Resolutions. I was not going to post New Years resolutions since they are everywhere...however, I can’t pass up this opportunity. Beyond the perennial lose 10 pounds, start excising, or stop smoking; here are a few goals to consider for your financial health. I plan on revisiting these goals more indepth on future blogs…so I’ll try to be brief for now.
- Have an emergency fund established with at least 3 months of living expenses in an accessible account. You can also use a HELOC for an emergency fund account IF you have the discipline to leave it alone. A HELOC can be an excellent tool and should be applied for before you have an emergency situation (loss of employment, medical, or a tree landing on your house from sweet Mother Nature) and may not be able to obtain one. In the event of an emergency, do you have your finances organized? A recent article I read from the Financial Planning Association recommends having copies of all your pertinent financial documents in a binder that you can find quickly in the event you need to evacuate your home.
- Know your score, or at least what is being reported on your credit history currently. Credit scores are not only used for determining what mortgage programs and rates you qualify for. They also impact insurance, credit card rates and auto loans to name a few. In addition, reviewing your credit will help determine if you credit is being used without your knowledge (identity theft). You can visit www.annualcreditreport.com for a free credit report. This is provided by the “big 3 bureaus” and it may not provide your score without paying an additional fee. As you are allowed one report from each bureau annually, I would recommend that you pull your report from one bureau every four months to keep a constant monitor on your credit activity. There may be simple ways to improve your credit score that you can determine once you have the information available.

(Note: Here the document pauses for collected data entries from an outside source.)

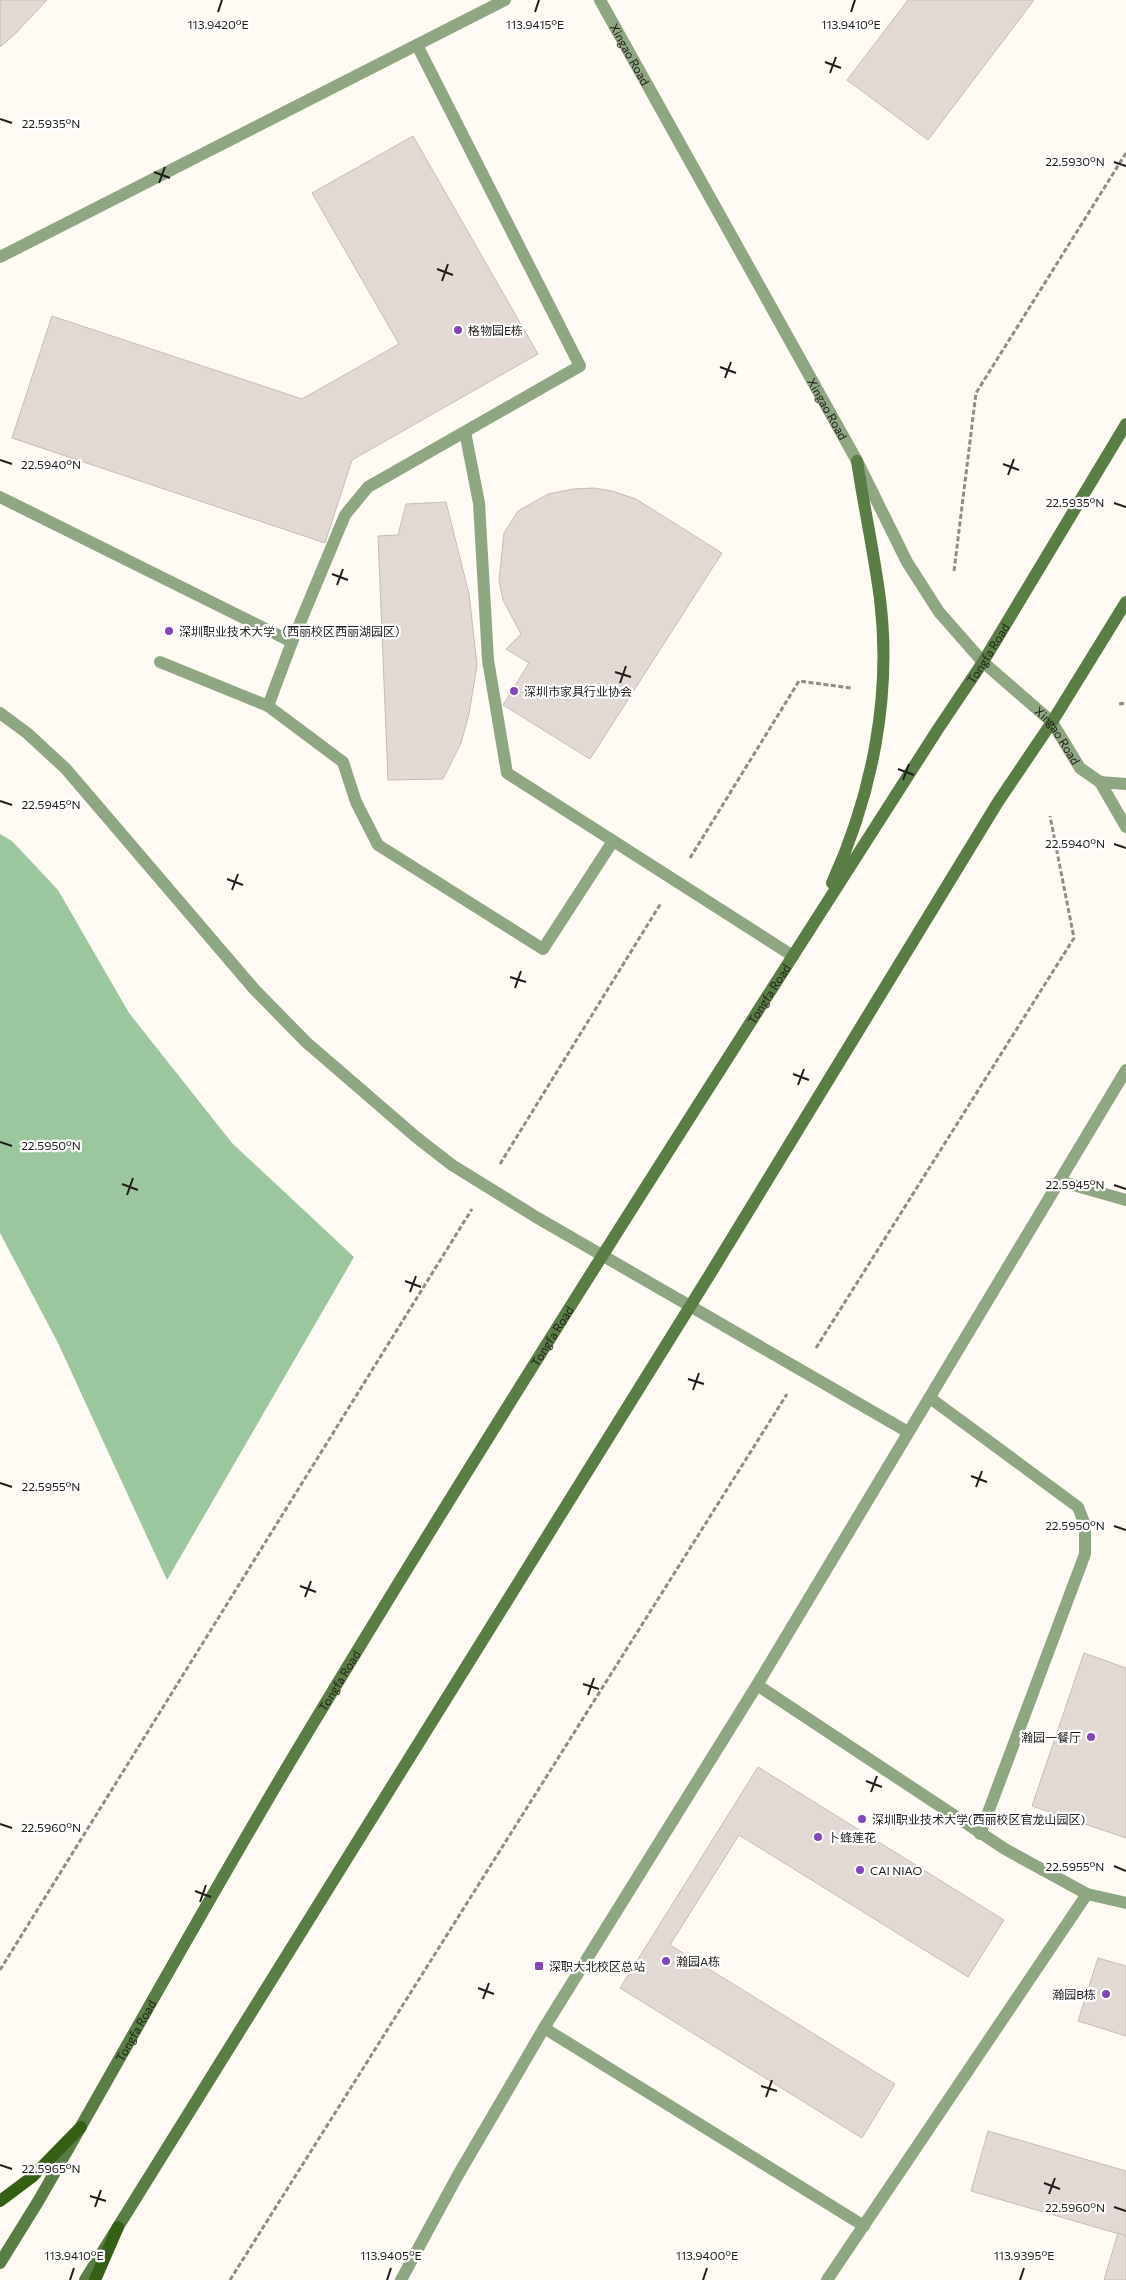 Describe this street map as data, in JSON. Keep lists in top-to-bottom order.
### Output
{
  "streets": {
    "main road": ["Tongfa Road"],
    "street": ["Xingao Road"]
  },
  "crossings": [
    ["Xingao Road", "Tongfa Road"]
  ],
  "places": {
    "other": [
      "格物园E栋",
      "深圳职业技术大学（西丽校区西丽湖园区）",
      "深圳市家具行业协会",
      "瀚园一餐厅",
      "深圳职业技术大学(西丽校区官龙山园区)",
      "卜蜂莲花",
      "CAI NIAO",
      "瀚园A栋",
      "瀚园B栋"
    ],
    "transit": ["深职大北校区总站"]
  },
  "coordinates": [
    "113.9420°E",
    "113.9415°E",
    "113.9410°E",
    "22.5935°N",
    "22.5930°N",
    "22.5940°N",
    "22.5945°N",
    "22.5950°N",
    "22.5955°N",
    "22.5960°N",
    "22.5965°N",
    "113.9405°E",
    "113.9400°E",
    "113.9395°E"
  ]
} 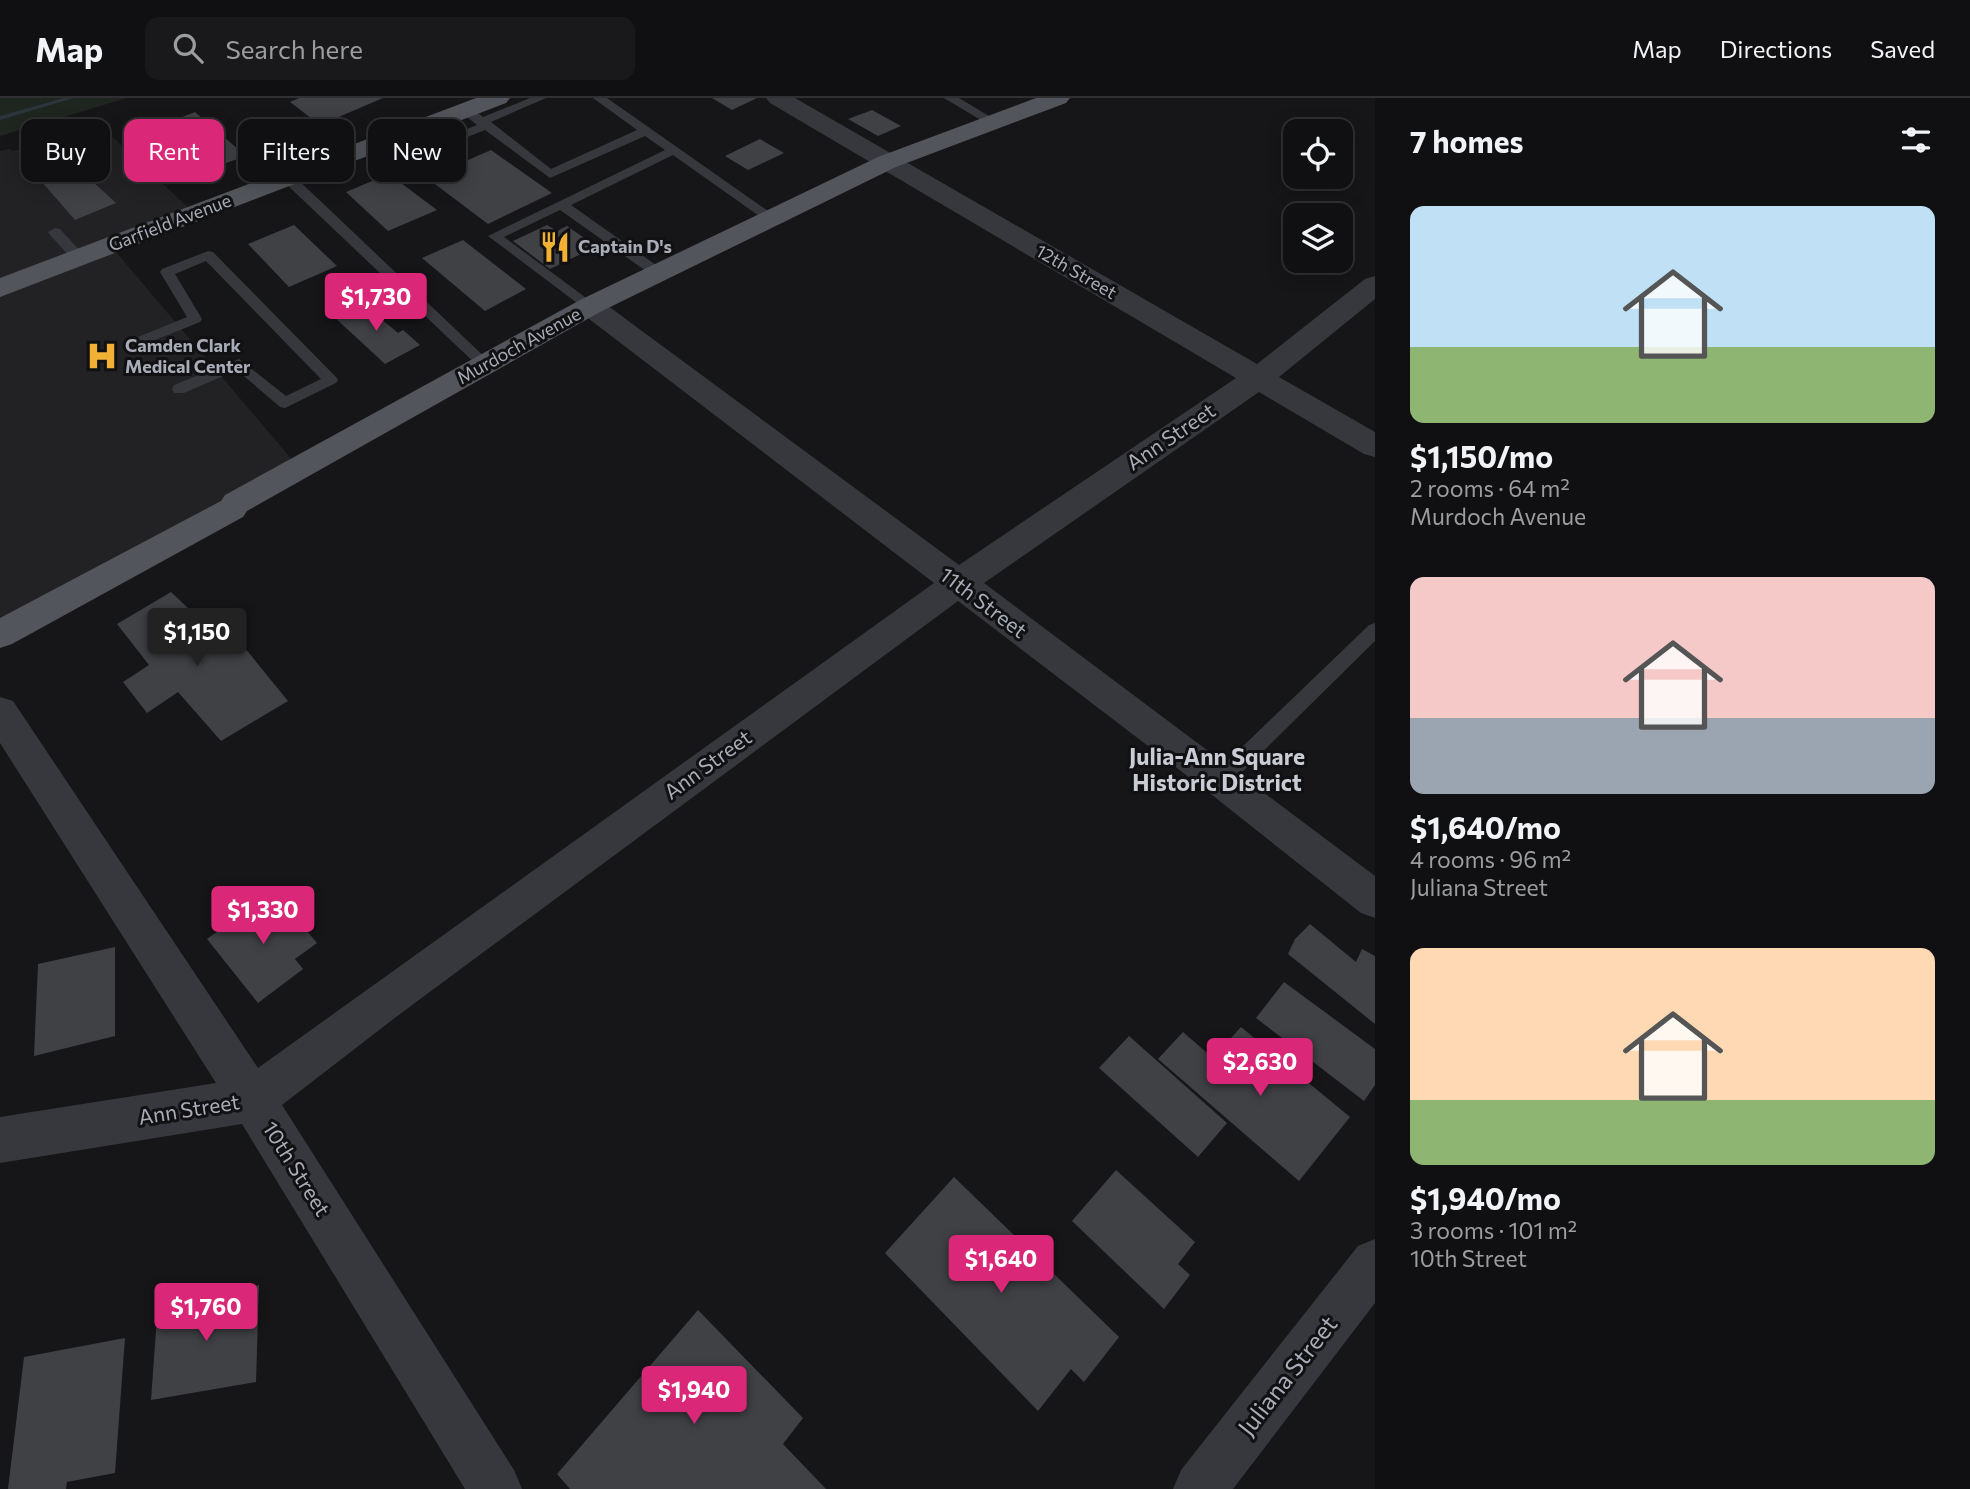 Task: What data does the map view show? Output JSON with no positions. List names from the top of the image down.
{
  "streets": {
    "main road": ["Garfield Avenue", "Murdoch Avenue"],
    "street": [
      "12th Street",
      "Ann Street",
      "11th Street",
      "10th Street",
      "Juliana Street"
    ]
  },
  "crossings": [
    ["12th Street", "Murdoch Avenue"],
    ["12th Street", "Ann Street"],
    ["Murdoch Avenue", "11th Street"],
    ["Ann Street", "11th Street"],
    ["Ann Street", "10th Street"]
  ],
  "districts": ["Julia-Ann Square Historic District"],
  "places": {
    "restaurant": ["Captain D's"],
    "hospital": ["Camden Clark Medical Center"]
  },
  "page": {
    "header": "Map",
    "search": "Search here",
    "nav": ["Map", "Directions", "Saved"],
    "heading": "7 homes",
    "chip": [
      "Buy",
      "Rent",
      "Filters",
      "New"
    ],
    "list": [
      {
        "name": "$1,150/mo",
        "note": "2 rooms · 64 m² · Murdoch Avenue"
      },
      {
        "name": "$1,640/mo",
        "note": "4 rooms · 96 m² · Juliana Street"
      },
      {
        "name": "$1,940/mo",
        "note": "3 rooms · 101 m² · 10th Street"
      }
    ],
    "price": [
      "$1,730",
      "$1,150",
      "$1,330",
      "$2,630",
      "$1,640",
      "$1,760",
      "$1,940"
    ]
  }
} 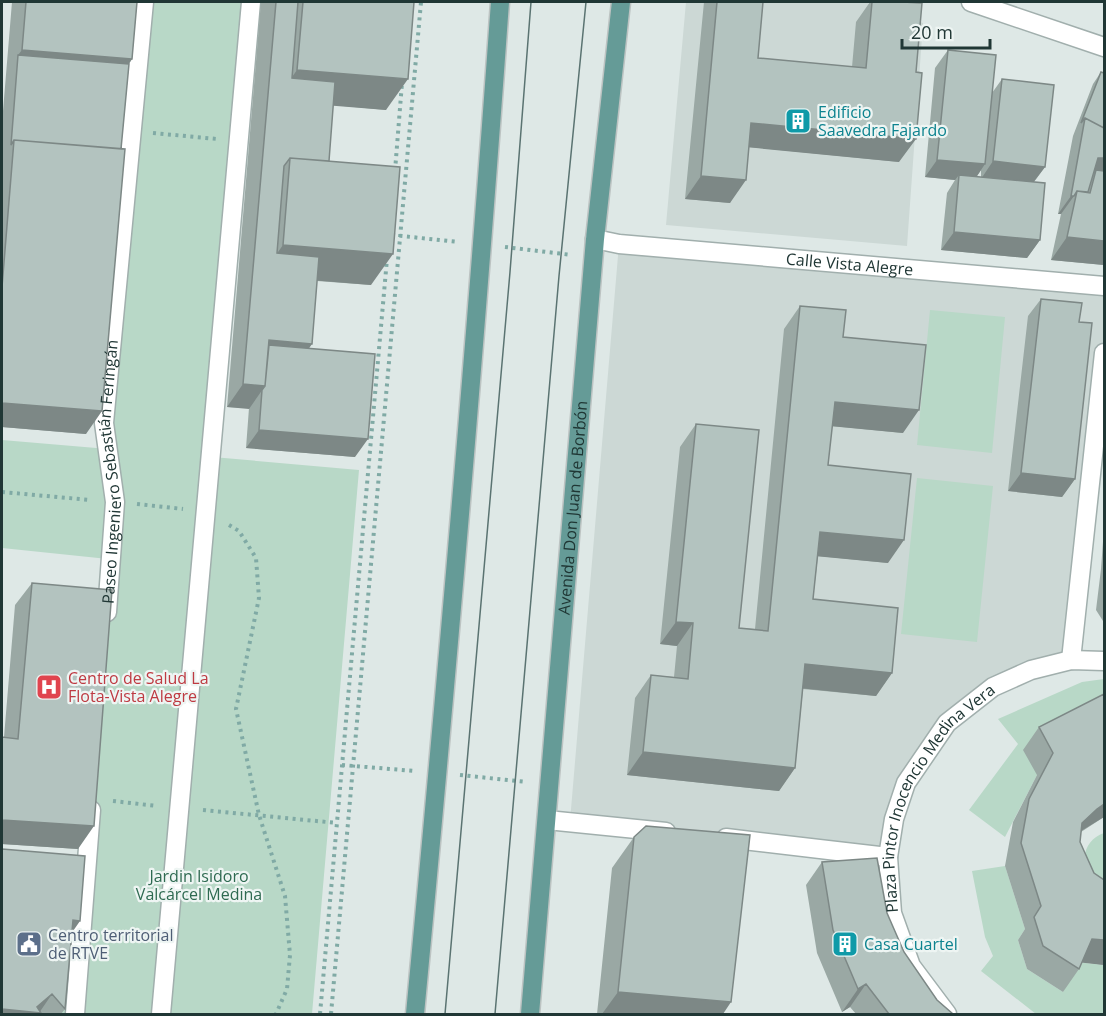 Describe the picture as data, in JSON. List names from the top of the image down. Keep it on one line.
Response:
{"streets":{"main road":["Avenida Don Juan de Borbón"],"street":["Calle Vista Alegre","Paseo Ingeniero Sebastián Feringán","Plaza Pintor Inocencio Medina Vera"]},"crossings":[["Calle Vista Alegre","Avenida Don Juan de Borbón"]],"parks":["Jardin Isidoro Valcárcel Medina"],"places":{"building":["Edificio Saavedra Fajardo","Casa Cuartel"],"hospital":["Centro de Salud La Flota-Vista Alegre"],"public building":["Centro territorial de RTVE"]},"scale_bar":"20 m"}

- Create or review your Will. I had a pretty cheesy will until I married last year. My husband and I spent quite a bit of time with an attorney to make sure we have everything set up as we wish it to be instead of letting the government have it. You would be surprised how easy, with home values, a retirement account, etc. that your net worth can grow. Whether you have children or not, a will is a must. After you have a will, it’s a good idea to have your information organized for your loved ones. A great website to check out is www.readyornot.biz.
- Get a mortgage check-up. If your mortgage has an adjustable rate (ARM), if you are paying private mortgage insurance (PMI) or if you have two mortgages on your home, this could be a great time to review your current scenario to see if you can reduce your monthly payments. There is no sense in paying more than you need to, unless you plan on selling the home soon. An Annual Mortgage Review is more in-depth than checking out your mortgage to current rates and products.
- Eliminate credit card debts. It is too easy to fall into credit card debt. Banks do not want you to ever pay them off with all the interest they earn. Start with paying additional towards your smaller debts and then work toward the next one. This is a slow process, but worth it. It is boggling how much the interest can mount up on these types of loans with no tax benefit to you. Improving monthly cash flow reduces stress and allows you to eventually save for more important life items such as retirement and college.
I know this is a few days past New Years…however, it’s always relevant. I wish you and yours a very happy, healthy and prosperous New Year. Cheers!